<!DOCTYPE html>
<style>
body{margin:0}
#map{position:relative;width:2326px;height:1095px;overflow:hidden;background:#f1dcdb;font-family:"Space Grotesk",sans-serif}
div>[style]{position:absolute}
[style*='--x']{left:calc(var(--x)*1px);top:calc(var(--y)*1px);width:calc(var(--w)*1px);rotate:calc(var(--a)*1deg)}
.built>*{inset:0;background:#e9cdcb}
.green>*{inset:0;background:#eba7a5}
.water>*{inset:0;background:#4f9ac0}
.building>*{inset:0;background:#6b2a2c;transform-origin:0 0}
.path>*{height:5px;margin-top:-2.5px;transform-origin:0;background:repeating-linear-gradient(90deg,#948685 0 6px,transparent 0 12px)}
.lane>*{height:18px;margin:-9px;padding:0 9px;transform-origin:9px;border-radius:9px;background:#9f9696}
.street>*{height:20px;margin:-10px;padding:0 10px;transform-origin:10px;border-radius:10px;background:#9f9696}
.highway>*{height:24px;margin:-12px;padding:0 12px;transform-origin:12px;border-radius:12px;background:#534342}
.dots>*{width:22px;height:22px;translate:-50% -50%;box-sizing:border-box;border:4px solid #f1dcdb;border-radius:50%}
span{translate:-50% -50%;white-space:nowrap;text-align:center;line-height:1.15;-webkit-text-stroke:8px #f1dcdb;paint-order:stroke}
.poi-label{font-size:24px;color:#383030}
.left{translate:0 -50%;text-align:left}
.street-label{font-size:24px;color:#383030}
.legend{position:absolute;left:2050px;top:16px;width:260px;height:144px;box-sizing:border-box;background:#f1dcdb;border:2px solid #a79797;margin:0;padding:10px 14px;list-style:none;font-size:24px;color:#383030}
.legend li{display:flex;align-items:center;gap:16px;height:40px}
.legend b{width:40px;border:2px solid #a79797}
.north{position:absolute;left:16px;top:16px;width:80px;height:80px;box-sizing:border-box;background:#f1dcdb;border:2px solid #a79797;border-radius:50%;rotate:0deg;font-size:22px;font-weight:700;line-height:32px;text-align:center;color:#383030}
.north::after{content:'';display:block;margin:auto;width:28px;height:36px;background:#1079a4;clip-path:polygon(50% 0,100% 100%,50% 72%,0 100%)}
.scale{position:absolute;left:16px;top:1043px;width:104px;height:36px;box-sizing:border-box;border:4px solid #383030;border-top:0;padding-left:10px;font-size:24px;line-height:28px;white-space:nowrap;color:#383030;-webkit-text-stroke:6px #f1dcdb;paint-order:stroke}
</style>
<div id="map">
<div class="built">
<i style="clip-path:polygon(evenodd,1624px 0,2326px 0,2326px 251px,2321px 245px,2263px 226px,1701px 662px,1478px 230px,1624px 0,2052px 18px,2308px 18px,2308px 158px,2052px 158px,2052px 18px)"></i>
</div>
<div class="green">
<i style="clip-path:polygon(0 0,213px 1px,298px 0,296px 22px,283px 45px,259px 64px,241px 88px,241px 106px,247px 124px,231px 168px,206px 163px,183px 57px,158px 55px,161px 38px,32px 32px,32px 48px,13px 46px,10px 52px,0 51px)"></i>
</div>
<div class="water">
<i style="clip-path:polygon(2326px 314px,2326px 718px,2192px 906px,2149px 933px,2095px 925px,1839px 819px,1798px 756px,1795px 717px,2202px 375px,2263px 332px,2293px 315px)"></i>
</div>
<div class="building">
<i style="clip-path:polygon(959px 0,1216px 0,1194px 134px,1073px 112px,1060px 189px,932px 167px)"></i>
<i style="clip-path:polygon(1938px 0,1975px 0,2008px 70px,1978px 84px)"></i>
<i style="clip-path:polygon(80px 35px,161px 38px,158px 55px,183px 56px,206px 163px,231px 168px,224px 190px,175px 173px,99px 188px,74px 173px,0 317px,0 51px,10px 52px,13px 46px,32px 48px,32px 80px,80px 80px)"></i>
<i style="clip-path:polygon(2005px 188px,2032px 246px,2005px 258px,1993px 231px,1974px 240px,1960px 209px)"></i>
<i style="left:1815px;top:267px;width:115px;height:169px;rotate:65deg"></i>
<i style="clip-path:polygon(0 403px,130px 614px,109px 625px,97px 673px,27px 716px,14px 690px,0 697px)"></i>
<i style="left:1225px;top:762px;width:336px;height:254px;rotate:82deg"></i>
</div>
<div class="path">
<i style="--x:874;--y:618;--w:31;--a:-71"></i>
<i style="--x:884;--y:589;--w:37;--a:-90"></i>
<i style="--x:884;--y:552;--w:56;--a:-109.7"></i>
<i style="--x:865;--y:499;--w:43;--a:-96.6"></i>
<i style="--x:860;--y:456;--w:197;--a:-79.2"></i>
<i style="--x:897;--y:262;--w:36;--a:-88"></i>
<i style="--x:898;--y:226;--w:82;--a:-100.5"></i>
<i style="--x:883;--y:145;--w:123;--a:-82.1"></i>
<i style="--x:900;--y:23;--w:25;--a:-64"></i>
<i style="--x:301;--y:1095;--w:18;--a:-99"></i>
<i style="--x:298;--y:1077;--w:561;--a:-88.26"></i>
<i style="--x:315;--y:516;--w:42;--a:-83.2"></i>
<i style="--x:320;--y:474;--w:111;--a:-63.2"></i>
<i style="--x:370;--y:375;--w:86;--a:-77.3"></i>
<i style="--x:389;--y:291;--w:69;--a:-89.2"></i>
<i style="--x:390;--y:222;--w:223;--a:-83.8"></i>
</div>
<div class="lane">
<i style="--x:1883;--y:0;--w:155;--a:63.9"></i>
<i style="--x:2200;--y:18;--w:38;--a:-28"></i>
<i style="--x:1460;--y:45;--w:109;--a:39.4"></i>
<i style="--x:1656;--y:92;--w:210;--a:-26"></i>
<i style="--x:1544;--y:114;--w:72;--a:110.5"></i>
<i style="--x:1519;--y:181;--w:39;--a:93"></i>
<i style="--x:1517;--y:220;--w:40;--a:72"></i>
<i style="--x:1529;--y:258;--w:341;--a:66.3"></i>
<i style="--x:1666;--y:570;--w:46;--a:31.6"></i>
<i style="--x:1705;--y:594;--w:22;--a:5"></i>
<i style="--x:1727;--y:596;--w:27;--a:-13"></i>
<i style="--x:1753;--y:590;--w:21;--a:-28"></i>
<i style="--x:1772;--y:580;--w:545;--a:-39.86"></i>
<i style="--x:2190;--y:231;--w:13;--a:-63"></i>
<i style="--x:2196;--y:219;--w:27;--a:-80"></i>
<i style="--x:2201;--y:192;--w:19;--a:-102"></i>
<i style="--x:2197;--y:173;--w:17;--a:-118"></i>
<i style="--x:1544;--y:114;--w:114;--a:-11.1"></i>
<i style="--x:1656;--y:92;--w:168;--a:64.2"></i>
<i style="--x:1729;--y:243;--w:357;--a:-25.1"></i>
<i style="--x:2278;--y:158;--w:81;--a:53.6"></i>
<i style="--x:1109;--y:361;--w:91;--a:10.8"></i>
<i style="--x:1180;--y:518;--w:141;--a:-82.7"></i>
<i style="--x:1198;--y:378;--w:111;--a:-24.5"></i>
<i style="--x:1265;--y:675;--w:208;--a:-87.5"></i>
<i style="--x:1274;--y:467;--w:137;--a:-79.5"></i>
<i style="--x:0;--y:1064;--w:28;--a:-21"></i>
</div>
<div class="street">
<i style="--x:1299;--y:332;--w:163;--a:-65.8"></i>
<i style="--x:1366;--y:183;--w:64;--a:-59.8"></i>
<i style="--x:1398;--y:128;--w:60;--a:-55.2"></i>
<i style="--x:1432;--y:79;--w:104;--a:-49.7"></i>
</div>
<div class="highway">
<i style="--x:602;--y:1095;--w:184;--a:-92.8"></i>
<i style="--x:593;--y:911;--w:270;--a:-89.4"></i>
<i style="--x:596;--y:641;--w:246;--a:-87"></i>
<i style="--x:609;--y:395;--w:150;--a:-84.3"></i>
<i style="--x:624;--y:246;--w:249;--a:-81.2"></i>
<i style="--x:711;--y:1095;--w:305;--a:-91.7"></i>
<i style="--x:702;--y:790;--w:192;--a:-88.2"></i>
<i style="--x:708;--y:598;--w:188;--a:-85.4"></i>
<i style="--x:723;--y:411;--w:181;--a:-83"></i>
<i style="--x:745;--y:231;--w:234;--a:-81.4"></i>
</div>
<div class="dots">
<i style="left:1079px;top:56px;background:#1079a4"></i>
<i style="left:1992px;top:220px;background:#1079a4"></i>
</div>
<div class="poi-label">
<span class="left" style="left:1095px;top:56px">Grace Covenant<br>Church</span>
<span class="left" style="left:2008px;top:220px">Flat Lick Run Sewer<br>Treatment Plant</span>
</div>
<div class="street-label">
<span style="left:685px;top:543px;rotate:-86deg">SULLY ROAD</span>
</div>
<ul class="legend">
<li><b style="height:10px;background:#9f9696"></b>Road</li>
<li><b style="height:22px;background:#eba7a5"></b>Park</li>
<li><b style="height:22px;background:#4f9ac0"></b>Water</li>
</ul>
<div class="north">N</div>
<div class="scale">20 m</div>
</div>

◆ ◆ ◆

**HOW TO COMPLETE THIS TASK**: Going through the entries above, count the lines that include "solid" and state only the result.

**EXERCISE SOLUTION**: 5